Application example with frequency converter 1:
Application example with frequency converter

The electrical isolation of the three-phase-transformer (Yy0) operated by the voltage circuit of the power measurement terminals enables measurement after the frequency converter.

Application example with frequency converter 2:

Measuring error in the lower frequency range

If the power measurement takes place after the frequency converter, a larger measuring error is possible in the lower frequency range, particularly for voltage measurement. This error also affects the power calculation.

The three-phase transformer should have a ratio of 1:1. It must not cause a phase shift of the signal! Since high-frequency components only have little influence on the motors, any distortions caused by the three-phase transformer have little effect on the practical measurement during the transfer of the harmonics created by the frequency converter.

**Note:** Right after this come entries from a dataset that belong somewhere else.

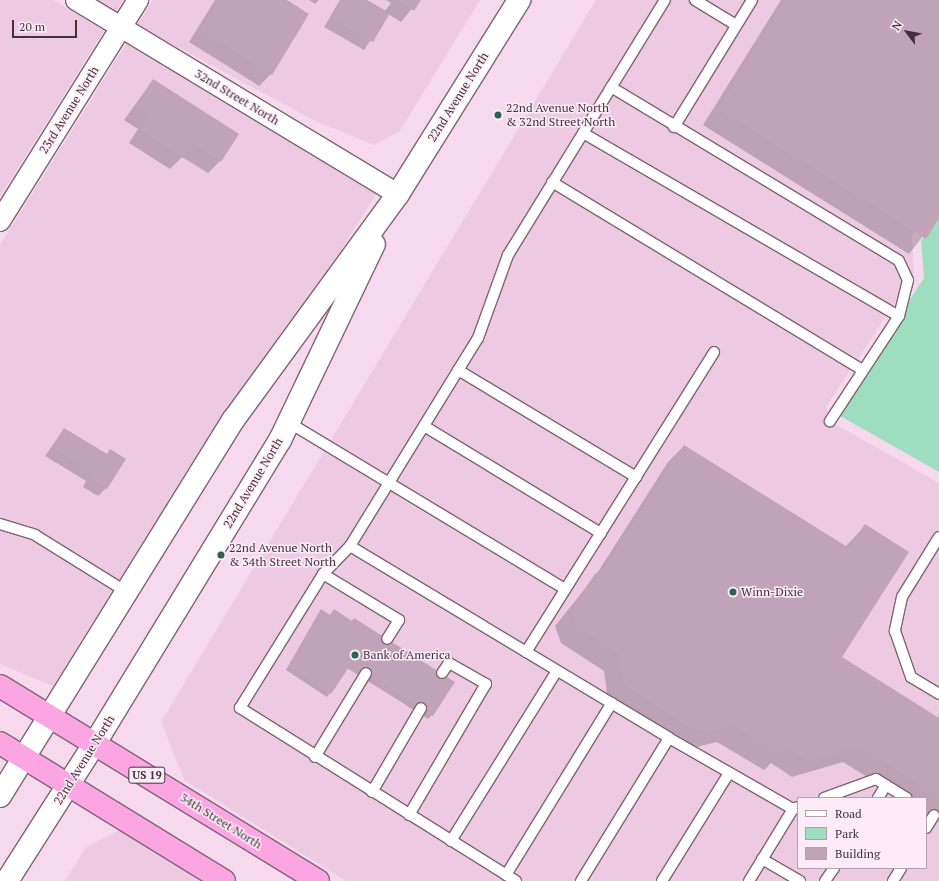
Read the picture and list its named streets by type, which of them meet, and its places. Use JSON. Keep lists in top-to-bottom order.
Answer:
{
  "streets": {
    "highway": ["US 19", "34th Street North"],
    "main road": ["22nd Avenue North"],
    "street": ["32nd Street North", "23rd Avenue North"]
  },
  "crossings": [
    ["32nd Street North", "22nd Avenue North"],
    ["32nd Street North", "23rd Avenue North"],
    ["22nd Avenue North", "34th Street North"]
  ],
  "places": [
    "22nd Avenue North & 32nd Street North",
    "22nd Avenue North & 34th Street North",
    "Winn-Dixie",
    "Bank of America"
  ],
  "legend": ["Road", "Park", "Building"],
  "scale_bar": "20 m",
  "north": "top left"
}
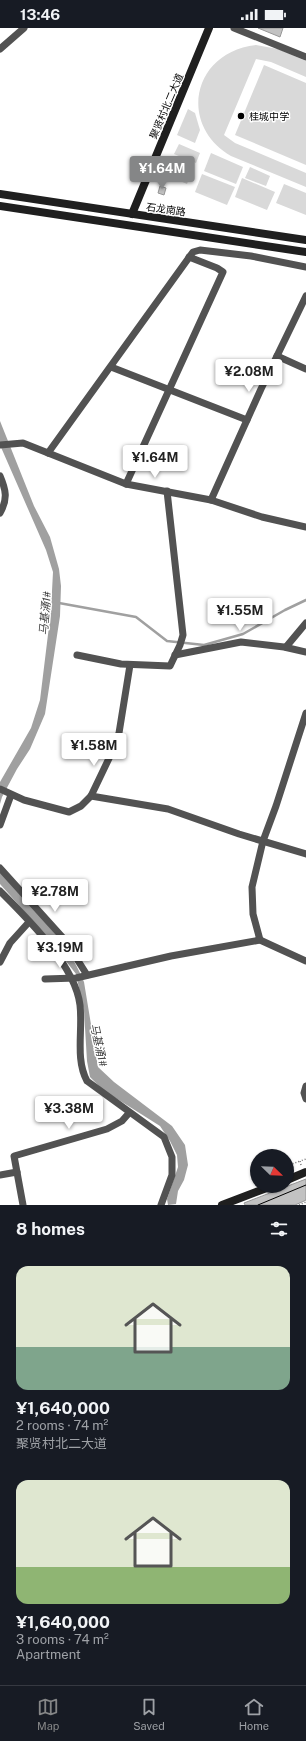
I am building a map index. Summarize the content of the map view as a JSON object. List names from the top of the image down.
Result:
{
  "streets": {
    "main road": ["聚贤村北二大道", "石龙南路"]
  },
  "crossings": [
    ["聚贤村北二大道", "石龙南路"]
  ],
  "water": ["马基涌1#"],
  "places": ["桂城中学"],
  "north": "bottom right",
  "page": {
    "status": "13:46",
    "price": [
      "¥1.64M",
      "¥2.08M",
      "¥1.64M",
      "¥1.55M",
      "¥1.58M",
      "¥2.78M",
      "¥3.19M",
      "¥3.38M"
    ],
    "heading": "8 homes",
    "list": [
      {
        "name": "¥1,640,000",
        "note": "2 rooms · 74 m² · 聚贤村北二大道"
      },
      {
        "name": "¥1,640,000",
        "note": "3 rooms · 74 m² · Apartment"
      }
    ],
    "tabs": ["Map", "Saved", "Home"]
  }
}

The power distribution is mapped very well by using a dedicated power measurement terminal for each motor. Excessive current consumption of an individual motor can be detected in good time.

It is not possible to use this method for measuring direct voltage/DC (e.g. holding currents of synchronous motors)! Practical results can be obtained for voltages/currents with a frequency above 5 Hz, depending on the three-phase transformer and current transformers used.


The terminal points N must be grounded!

Due to the electrical isolation through the three-phase transformer, the terminal points N of the power measurement terminals have to be grounded, in order to avoid dangerous overvoltages in the event of a fault in a current transformer!